*Task to complete:*
When the word "function" shows up in a line of the records below, copy that line.

(Dataset items)
++++++++

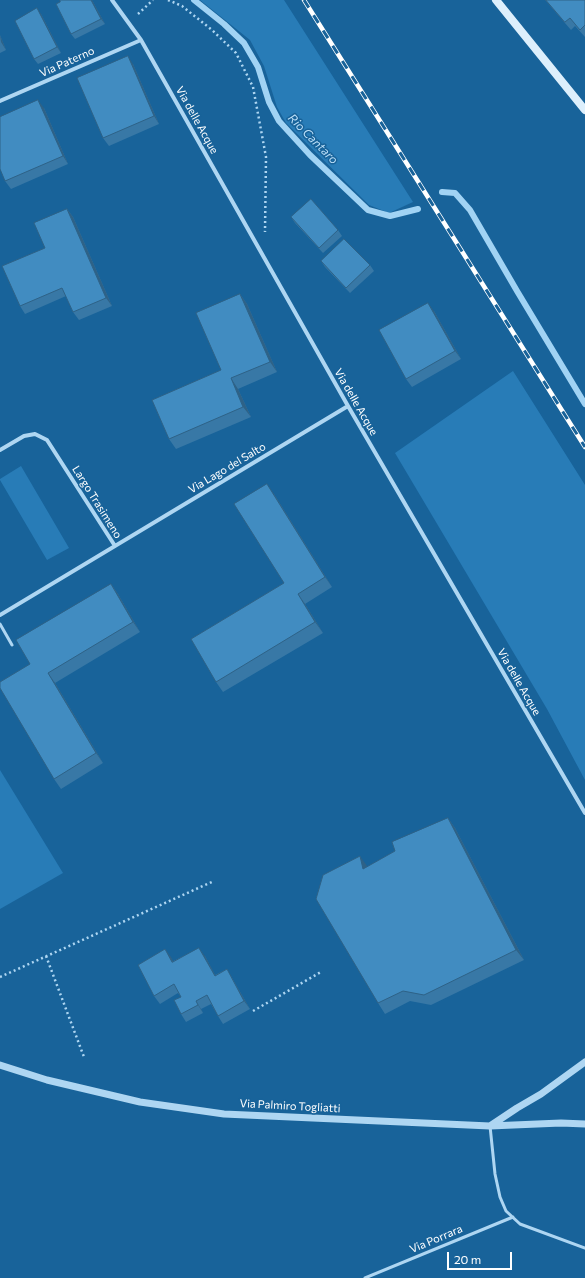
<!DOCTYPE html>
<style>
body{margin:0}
#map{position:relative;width:585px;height:1278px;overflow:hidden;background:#18639a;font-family:Commissioner,sans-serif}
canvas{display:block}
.scale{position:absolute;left:447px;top:1252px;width:65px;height:18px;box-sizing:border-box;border:2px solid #fff;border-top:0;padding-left:5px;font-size:12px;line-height:14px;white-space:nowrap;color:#fff;-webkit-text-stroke:3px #18639a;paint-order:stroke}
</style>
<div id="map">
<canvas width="585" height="1278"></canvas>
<div class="scale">20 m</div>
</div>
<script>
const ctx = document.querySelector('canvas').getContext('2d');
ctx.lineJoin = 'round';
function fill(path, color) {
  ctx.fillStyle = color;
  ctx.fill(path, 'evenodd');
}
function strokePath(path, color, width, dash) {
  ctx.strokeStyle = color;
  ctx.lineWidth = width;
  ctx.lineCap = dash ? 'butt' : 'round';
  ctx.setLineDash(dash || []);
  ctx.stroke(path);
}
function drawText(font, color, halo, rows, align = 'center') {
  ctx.font = font + ' Commissioner,sans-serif';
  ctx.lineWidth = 3;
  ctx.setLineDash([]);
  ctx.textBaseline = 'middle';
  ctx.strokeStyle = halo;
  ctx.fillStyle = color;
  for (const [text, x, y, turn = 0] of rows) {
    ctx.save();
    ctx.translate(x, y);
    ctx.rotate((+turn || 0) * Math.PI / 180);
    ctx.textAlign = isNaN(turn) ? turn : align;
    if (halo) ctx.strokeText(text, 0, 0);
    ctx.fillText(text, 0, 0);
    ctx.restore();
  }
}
fill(new Path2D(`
 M 200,0 L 284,0 L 413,202 L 389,213 L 369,205 L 286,123 L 277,107 L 264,66 L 250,40 Z
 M 513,371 L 585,485 L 585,780 L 547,709 L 395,453 Z
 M 21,466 L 69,548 L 47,560 L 0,480 L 0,479 Z
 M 0,770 L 63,873 L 0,909 Z`), '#287cb7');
strokePath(new Path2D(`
 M 194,0 L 224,24 L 244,43 L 258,67 L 269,102 L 279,121 L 310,155 L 368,210 L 390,216 L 418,209
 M 442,192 L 455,193 L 470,210 L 517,291 L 585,404`), '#a1d3f4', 6);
strokePath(new Path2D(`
 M 168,0 L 182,6 L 212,30 L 236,53 L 253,87 L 266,157 L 265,232
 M 138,14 L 153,0
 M 46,956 L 84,1057
 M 0,977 L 214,881
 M 253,1011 L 321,972`), '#aed6f2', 2.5, [2, 3]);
strokePath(new Path2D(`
 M 0,624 L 12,645
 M 490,1126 L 495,1174 L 500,1197 L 506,1211 L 520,1224 L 585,1248
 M 365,1278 L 513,1217`), '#aed6f2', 3);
strokePath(new Path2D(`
 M 112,0 L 141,40 L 348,406 L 585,813
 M 0,101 L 141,40
 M 0,450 L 24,436 L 35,434 L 47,440 L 115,546
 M 0,615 L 348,406`), '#aed6f2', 4);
strokePath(new Path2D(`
 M 0,1065 L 47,1080 L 140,1102 L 224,1114 L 490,1126 L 561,1123 L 585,1124
 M 490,1126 L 517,1108 L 541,1094 L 585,1062`), '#aed6f2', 7);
strokePath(new Path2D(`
 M 496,0 L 585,110`), '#ddeffc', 8);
const rail = new Path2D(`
 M 304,0 L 585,447`);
strokePath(rail, '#fff', 4.5);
strokePath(rail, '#18639a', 3, [9]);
fill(new Path2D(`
 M 92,0 L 105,24 L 75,39 L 71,34 Z
 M 545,0 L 585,0 L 585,37 L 575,26 L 571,30 Z
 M 41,14 L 61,53 L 38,64 L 34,59 Z
 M 0,35 L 6,50 L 0,53 Z
 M 133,64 L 159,124 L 109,146 L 103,138 Z
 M 44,108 L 68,164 L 11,189 L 5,181 Z
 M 67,209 L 73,217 L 112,306 L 79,320 L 73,312 L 66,296 L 25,314 L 20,306 L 45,248 Z
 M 291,217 L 338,230 L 342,236 L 323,253 L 295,223 Z
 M 321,261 L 370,265 L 374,271 L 350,293 L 325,267 Z
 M 240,294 L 247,304 L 277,372 L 238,389 L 251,417 L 176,449 L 169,439 L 221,370 Z
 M 434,311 L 461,359 L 412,387 L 406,379 Z
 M 274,494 L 332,587 L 305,604 L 323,633 L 223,692 L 216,682 L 284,583 Z
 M 111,584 L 118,594 L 140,632 L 55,683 L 103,763 L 61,789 L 54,779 L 30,664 Z
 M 448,818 L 455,828 L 524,960 L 431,1005 L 410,1001 L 385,1014 L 378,1003 L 367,867 L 395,851 Z
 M 165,949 L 173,961 L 205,956 L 215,975 L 227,969 L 232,978 L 250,1009 L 223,1024 L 218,1016 L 211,1004 L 201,1009 L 203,1013 L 186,1022 L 181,1014 L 181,997 L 178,993 L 160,1004 L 154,996 Z`), '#3878a6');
fill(new Path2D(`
 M 91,0 L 92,0 L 105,24 L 101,19 Z
 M 37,8 L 41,14 L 61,53 L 57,47 Z
 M 0,35 L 6,50 L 1,42 Z
 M 128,56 L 133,64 L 159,124 L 154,116 Z
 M 38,100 L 44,108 L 68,164 L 63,156 Z
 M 67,209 L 73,217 L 112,306 L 106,298 Z
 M 240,294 L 247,304 L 277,372 L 270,362 Z
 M 428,303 L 434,311 L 461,359 L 455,351 Z
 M 231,378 L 238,389 L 251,417 L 243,407 Z
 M 267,484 L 274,494 L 332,587 L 325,577 Z
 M 111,584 L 118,594 L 140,632 L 133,622 Z
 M 298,594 L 305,604 L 323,633 L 315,622 Z
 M 48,673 L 55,683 L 103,763 L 96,753 Z
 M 448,818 L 455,828 L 524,960 L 516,950 Z
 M 360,856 L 367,866 L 370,879 L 363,869 Z
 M 199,948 L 205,956 L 220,984 L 215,976 Z
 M 165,949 L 171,957 L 178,970 L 172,962 Z
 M 227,969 L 232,978 L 250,1009 L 244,1001 Z
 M 196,1001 L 201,1009 L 203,1013 L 198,1005 Z`), '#2e6287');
const building = new Path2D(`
 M 60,0 L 91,0 L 101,19 L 71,34 L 56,4 L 60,2 Z
 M 546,0 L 585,0 L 585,25 L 580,30 L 570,18 L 565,22 Z
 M 37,8 L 57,47 L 34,59 L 15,21 Z
 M 128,56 L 154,116 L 103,138 L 77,78 Z
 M 38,100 L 63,156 L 5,181 L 0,169 L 0,117 Z
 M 311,199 L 338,230 L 319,248 L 291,217 Z
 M 67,209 L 106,298 L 73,312 L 62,288 L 20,306 L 2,266 L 45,248 L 34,223 Z
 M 344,239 L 370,265 L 346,288 L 321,261 Z
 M 240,294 L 270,362 L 231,378 L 243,407 L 169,439 L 152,400 L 221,370 L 196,313 Z
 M 428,303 L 455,351 L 406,379 L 379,330 Z
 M 267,484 L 325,577 L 298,594 L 315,622 L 216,682 L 191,639 L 284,583 L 234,504 Z
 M 111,584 L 133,622 L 48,673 L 96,753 L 54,779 L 0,688 L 0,682 L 30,664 L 16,640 Z
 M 448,818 L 516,950 L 424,995 L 403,991 L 378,1003 L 316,899 L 323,875 L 360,856 L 363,869 L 395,851 L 392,842 Z
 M 199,948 L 215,976 L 227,969 L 244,1001 L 218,1016 L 207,995 L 196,1001 L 198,1005 L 181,1014 L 174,1000 L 181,997 L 174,984 L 154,996 L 138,965 L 165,949 L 172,962 Z`);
fill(building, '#418cc1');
strokePath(building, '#2e6287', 1);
drawText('11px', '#fff', '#18639a', [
 ["Via Paterno",67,62,-24],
 ["Via delle Acque",197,120,61],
 ["Via delle Acque",356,402,60],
 ["Via Lago del Salto",227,468,-31],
 ["Largo Trasimeno",97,502,58],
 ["Via delle Acque",519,682,60],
 ["Via Palmiro Togliatti",290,1106,3],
 ["Via Porrara",436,1239,-23]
]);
drawText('italic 12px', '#bbdff8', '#18639a', [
 ["Rio Cantaro",313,139,45]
]);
</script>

++++++++

*Exercise answer:*
function fill(path, color) {
function strokePath(path, color, width, dash) {
function drawText(font, color, halo, rows, align = 'center') {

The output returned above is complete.